## Problem requirements:
Going from the top of the data below, give again each line through the one containing "ctx.font = font", both ends kept.

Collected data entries

***

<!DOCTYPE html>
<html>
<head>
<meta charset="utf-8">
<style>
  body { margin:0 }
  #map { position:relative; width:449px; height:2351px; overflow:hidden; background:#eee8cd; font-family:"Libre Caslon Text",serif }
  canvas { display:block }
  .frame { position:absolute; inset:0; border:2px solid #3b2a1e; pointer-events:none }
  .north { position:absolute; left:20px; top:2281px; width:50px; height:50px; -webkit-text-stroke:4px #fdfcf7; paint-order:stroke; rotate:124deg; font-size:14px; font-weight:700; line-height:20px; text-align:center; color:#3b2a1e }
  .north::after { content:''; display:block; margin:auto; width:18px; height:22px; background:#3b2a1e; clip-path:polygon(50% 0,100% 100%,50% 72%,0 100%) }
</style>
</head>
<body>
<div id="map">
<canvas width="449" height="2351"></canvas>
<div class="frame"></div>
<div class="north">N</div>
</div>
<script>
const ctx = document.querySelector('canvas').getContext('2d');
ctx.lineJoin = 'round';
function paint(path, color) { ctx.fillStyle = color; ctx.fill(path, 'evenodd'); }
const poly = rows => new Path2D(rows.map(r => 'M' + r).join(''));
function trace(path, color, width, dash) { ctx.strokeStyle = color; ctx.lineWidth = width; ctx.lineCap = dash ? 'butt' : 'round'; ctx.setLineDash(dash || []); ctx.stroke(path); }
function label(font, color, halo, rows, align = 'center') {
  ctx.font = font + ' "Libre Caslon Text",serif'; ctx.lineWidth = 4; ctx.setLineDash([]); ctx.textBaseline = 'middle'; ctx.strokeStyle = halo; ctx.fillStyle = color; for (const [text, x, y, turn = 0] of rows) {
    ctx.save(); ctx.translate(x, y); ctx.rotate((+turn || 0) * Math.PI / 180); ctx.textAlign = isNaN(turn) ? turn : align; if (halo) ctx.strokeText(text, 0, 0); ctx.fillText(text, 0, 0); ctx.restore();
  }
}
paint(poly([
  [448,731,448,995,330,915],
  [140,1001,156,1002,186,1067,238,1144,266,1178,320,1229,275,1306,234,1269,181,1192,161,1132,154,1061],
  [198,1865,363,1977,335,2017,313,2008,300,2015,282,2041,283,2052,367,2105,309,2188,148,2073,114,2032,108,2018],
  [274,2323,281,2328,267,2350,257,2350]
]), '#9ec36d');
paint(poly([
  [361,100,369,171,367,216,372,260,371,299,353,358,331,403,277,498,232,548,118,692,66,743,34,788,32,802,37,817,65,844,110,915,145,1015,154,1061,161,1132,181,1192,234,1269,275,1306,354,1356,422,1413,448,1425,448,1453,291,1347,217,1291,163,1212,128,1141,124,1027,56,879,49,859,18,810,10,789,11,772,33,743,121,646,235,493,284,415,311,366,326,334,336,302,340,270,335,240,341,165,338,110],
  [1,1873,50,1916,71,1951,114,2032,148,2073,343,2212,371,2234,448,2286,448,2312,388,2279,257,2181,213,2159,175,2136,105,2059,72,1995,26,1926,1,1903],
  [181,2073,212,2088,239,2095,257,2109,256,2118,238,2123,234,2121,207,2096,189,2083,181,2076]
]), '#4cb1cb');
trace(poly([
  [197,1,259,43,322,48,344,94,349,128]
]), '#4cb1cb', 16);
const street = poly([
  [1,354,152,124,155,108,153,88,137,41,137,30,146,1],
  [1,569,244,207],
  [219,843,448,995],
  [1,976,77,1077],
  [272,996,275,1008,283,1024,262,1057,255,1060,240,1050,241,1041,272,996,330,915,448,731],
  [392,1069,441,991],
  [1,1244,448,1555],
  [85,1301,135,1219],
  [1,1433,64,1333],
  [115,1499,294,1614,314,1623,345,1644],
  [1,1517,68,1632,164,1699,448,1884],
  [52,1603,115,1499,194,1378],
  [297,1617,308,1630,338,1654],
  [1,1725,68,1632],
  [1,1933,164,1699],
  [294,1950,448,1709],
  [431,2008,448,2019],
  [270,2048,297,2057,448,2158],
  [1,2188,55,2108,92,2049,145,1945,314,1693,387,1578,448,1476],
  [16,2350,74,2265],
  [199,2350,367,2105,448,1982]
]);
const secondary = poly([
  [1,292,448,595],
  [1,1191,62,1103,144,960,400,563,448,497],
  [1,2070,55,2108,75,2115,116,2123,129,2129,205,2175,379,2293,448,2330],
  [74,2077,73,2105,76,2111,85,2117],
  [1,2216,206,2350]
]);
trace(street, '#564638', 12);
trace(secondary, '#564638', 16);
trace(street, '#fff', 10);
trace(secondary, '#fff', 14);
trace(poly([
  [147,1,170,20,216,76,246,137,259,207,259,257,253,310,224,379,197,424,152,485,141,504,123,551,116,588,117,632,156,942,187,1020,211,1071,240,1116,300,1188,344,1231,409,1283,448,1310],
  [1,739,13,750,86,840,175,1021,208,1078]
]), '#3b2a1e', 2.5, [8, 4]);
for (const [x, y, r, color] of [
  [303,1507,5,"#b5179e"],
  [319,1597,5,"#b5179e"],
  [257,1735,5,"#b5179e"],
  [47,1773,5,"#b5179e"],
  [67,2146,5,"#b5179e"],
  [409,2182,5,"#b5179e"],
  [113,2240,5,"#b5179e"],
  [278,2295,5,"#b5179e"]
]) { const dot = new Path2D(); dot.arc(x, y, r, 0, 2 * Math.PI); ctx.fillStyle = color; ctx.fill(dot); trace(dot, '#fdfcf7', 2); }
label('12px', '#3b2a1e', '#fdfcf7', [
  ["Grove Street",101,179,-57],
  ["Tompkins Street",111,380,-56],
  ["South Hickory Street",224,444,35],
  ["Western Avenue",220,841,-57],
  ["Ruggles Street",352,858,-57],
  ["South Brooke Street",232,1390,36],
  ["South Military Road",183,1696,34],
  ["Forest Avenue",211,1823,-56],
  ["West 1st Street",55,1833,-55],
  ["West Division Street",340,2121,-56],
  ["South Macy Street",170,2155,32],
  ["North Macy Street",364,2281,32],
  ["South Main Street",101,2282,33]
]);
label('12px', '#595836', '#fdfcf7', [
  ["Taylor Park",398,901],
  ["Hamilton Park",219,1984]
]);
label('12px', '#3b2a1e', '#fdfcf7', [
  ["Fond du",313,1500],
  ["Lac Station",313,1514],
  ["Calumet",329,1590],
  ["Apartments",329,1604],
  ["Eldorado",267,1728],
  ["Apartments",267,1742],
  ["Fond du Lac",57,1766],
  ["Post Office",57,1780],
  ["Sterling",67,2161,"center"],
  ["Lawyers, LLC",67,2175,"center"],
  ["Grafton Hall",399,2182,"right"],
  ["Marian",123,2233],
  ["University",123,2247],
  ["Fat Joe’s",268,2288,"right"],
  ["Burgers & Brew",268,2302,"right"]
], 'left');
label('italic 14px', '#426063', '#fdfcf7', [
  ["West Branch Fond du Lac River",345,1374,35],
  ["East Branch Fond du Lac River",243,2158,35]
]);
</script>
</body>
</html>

***

## Exercise response:
<!DOCTYPE html>
<html>
<head>
<meta charset="utf-8">
<style>
  body { margin:0 }
  #map { position:relative; width:449px; height:2351px; overflow:hidden; background:#eee8cd; font-family:"Libre Caslon Text",serif }
  canvas { display:block }
  .frame { position:absolute; inset:0; border:2px solid #3b2a1e; pointer-events:none }
  .north { position:absolute; left:20px; top:2281px; width:50px; height:50px; -webkit-text-stroke:4px #fdfcf7; paint-order:stroke; rotate:124deg; font-size:14px; font-weight:700; line-height:20px; text-align:center; color:#3b2a1e }
  .north::after { content:''; display:block; margin:auto; width:18px; height:22px; background:#3b2a1e; clip-path:polygon(50% 0,100% 100%,50% 72%,0 100%) }
</style>
</head>
<body>
<div id="map">
<canvas width="449" height="2351"></canvas>
<div class="frame"></div>
<div class="north">N</div>
</div>
<script>
const ctx = document.querySelector('canvas').getContext('2d');
ctx.lineJoin = 'round';
function paint(path, color) { ctx.fillStyle = color; ctx.fill(path, 'evenodd'); }
const poly = rows => new Path2D(rows.map(r => 'M' + r).join(''));
function trace(path, color, width, dash) { ctx.strokeStyle = color; ctx.lineWidth = width; ctx.lineCap = dash ? 'butt' : 'round'; ctx.setLineDash(dash || []); ctx.stroke(path); }
function label(font, color, halo, rows, align = 'center') {
  ctx.font = font + ' "Libre Caslon Text",serif'; ctx.lineWidth = 4; ctx.setLineDash([]); ctx.textBaseline = 'middle'; ctx.strokeStyle = halo; ctx.fillStyle = color; for (const [text, x, y, turn = 0] of rows) {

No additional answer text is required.